A: An alternative solution through real-analytic tools. For any $\alpha>0$ we have
$$ I(\alpha) = \int_{-\infty}^{+\infty}\frac{1}{\alpha^2+x^2}\,dx =\frac{\pi}{\alpha} \tag{1} $$
and by differentiating both sides with respect to $\alpha$ we get:
$$ I'(\alpha) = -\int_{-\infty}^{+\infty}\frac{2\alpha}{(\alpha^2+x^2)^2}\,dx = -\frac{\pi}{\alpha^2}\tag{2} $$
hence by evaluating at $\alpha=2$ we get:
$$ \int_{-\infty}^{+\infty}\frac{dx}{(4+x^2)^2} = \left.\frac{\pi}{2\alpha^3}\right|_{\alpha=2}=\color{red}{\frac{\pi}{16}}.\tag{3}$$
A: This is the standard approach to a problem like yours: Integrate over a semicircle with diameter along the real axis and center at $0$, using the residue theorem (or Cauchy's integral formula of you can).
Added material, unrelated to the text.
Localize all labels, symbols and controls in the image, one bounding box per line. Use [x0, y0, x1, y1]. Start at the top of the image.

Let the radius go towards $\infty$, and argue that the contribution to the integral from the circle arc goes to $0$.
No partial fractions needed, although the factorisation is handy when locating and classifying poles.
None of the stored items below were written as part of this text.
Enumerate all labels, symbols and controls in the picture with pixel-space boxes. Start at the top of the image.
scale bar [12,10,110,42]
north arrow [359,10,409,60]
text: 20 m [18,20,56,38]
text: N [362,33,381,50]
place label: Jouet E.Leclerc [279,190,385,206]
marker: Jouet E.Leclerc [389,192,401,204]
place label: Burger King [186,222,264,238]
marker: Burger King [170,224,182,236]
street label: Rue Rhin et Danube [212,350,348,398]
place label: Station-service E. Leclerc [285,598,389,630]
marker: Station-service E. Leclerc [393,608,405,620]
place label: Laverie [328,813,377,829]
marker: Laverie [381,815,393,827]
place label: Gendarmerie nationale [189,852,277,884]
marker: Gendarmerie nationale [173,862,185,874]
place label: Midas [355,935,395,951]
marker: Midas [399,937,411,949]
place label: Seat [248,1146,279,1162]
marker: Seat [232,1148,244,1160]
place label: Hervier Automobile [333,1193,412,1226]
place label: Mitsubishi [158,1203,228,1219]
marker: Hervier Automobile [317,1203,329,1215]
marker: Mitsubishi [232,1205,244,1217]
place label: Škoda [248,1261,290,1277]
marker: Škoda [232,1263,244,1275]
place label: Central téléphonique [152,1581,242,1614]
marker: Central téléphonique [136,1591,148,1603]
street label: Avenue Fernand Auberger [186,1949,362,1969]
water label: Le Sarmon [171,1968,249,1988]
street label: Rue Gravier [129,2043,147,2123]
A: Another alternative is to use Glaisher's theorem. If $f(x)$ is an even function with series expansion of the form:
$$f(x)= \sum_{k=0}^{\infty}(-1)^kc_k x^{2k}$$
and the integral over the real line converges, then we have:
$$\int_{-\infty}^{\infty}f(x) dx = \pi c_{-\frac{1}{2}}$$
where $c_{-\frac{1}{2}}$ is defined from an appropriate analytic expression of the series expansion coefficients, where factorials are supposed to be replaced by gamma functions. This can be made more rigorous, it's a special case of Ramanujan's master theorem. The advantage of this method is that you essentially have the same benefit as when doing complex analysis where the integral is derived from an appropriate series expansion coefficient, but you now don't have to bother about setting up appropriate contours. In fact, the theorem remains valid if contour integration won't work.
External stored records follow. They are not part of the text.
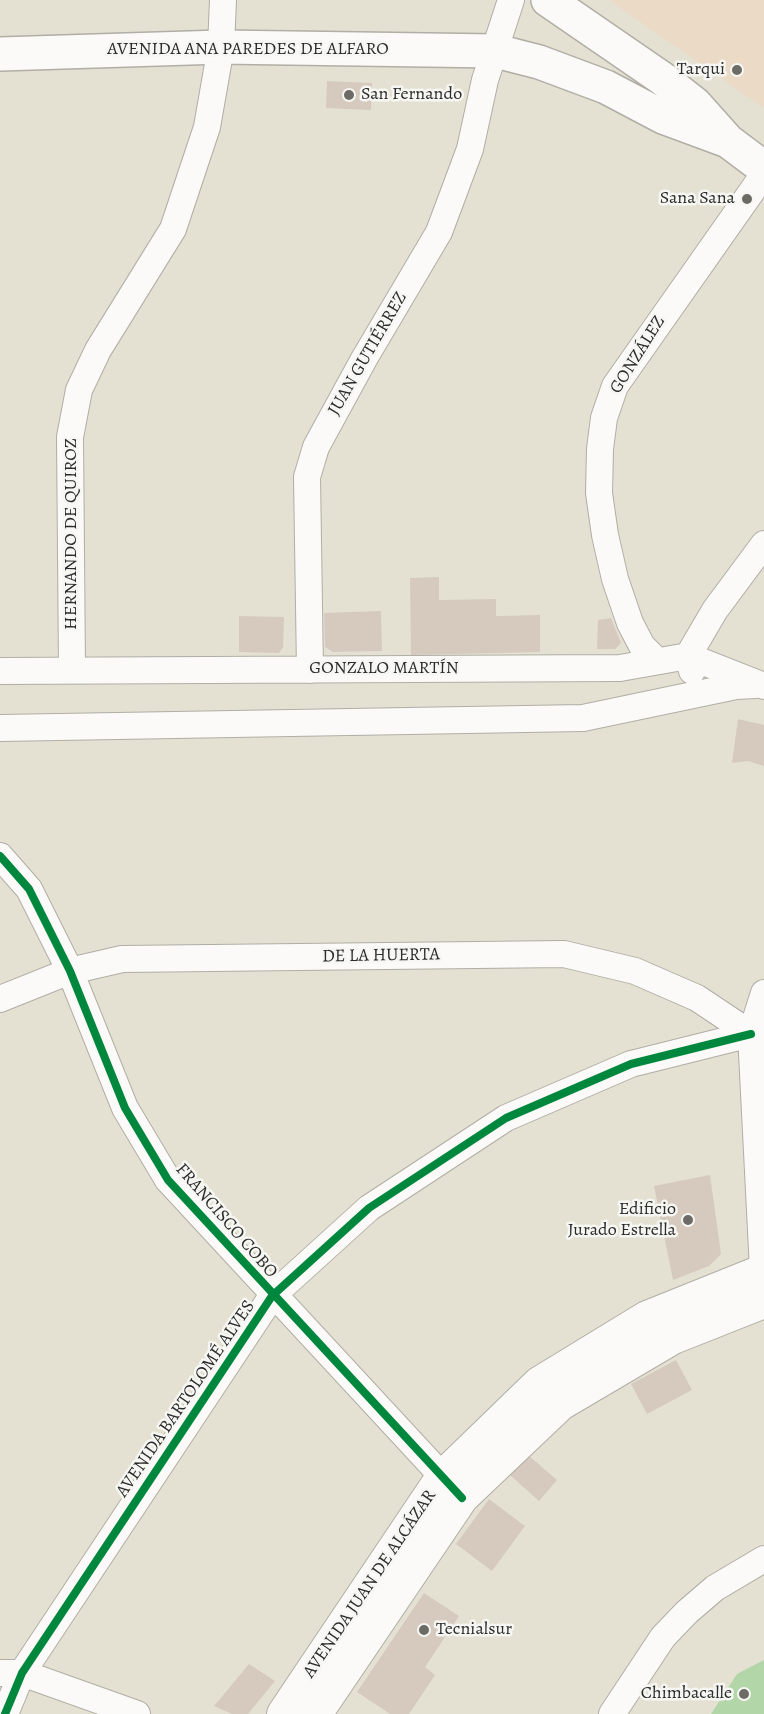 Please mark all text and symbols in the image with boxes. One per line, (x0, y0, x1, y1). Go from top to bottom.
street label: AVENIDA ANA PAREDES DE ALFARO (107, 39, 389, 61)
place label: Tarqui (677, 59, 725, 81)
marker: Tarqui (730, 63, 744, 77)
place label: San Fernando (361, 84, 462, 106)
marker: San Fernando (342, 88, 356, 102)
place label: Sana Sana (660, 188, 735, 210)
marker: Sana Sana (740, 192, 754, 206)
street label: JUAN GUTIÉRREZ (324, 288, 412, 420)
street label: GONZÁLEZ (606, 312, 670, 398)
street label: HERNANDO DE QUIROZ (61, 438, 83, 630)
street label: GONZALO MARTÍN (309, 658, 459, 680)
street label: DE LA HUERTA (322, 944, 440, 968)
street label: FRANCISCO COBO (170, 1159, 282, 1283)
place label: Edificio Jurado Estrella (568, 1199, 676, 1242)
marker: Edificio Jurado Estrella (681, 1213, 695, 1227)
street label: AVENIDA BARTOLOMÉ ALVES (112, 1296, 260, 1502)
street label: AVENIDA JUAN DE ALCÁZAR (299, 1486, 441, 1682)
place label: Tecnialsur (436, 1619, 512, 1641)
marker: Tecnialsur (417, 1623, 431, 1637)
place label: Chimbacalle (641, 1683, 732, 1705)
marker: Chimbacalle (737, 1687, 751, 1701)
So, all we have to do is find an analytic expression for $c_k$. This is a simple matter of differentiating the geometric series. If we put $x^2 = y$, then we have:
$$\frac{1}{4+y} = \sum_{k=0}^{\infty}(-1)^k \frac{y^k}{4^{k+1}}$$
Taking minus the derivative w.r.t.$y$ yields:
$$\frac{1}{(4+y)^2} = -\sum_{k=1}^{\infty}(-1)^k k \frac{y^{k-1}}{4^{k+1}} =\sum_{k=0}^{\infty}(-1)^k (k+1) \frac{y^k}{4^{k+2}}  $$
So, we see that $c_k = \frac{k+1}{4^{k+2}}$ and we're now supposed to analytically continue this to real $k$ in the standard way allowing us to insert $k = -\frac{1}{2}$ in here, but in this case that's trivial. This yields $c_{-\frac{1}{2}}=\frac{1}{16}$, the integral is thus $\frac{\pi}{16}$.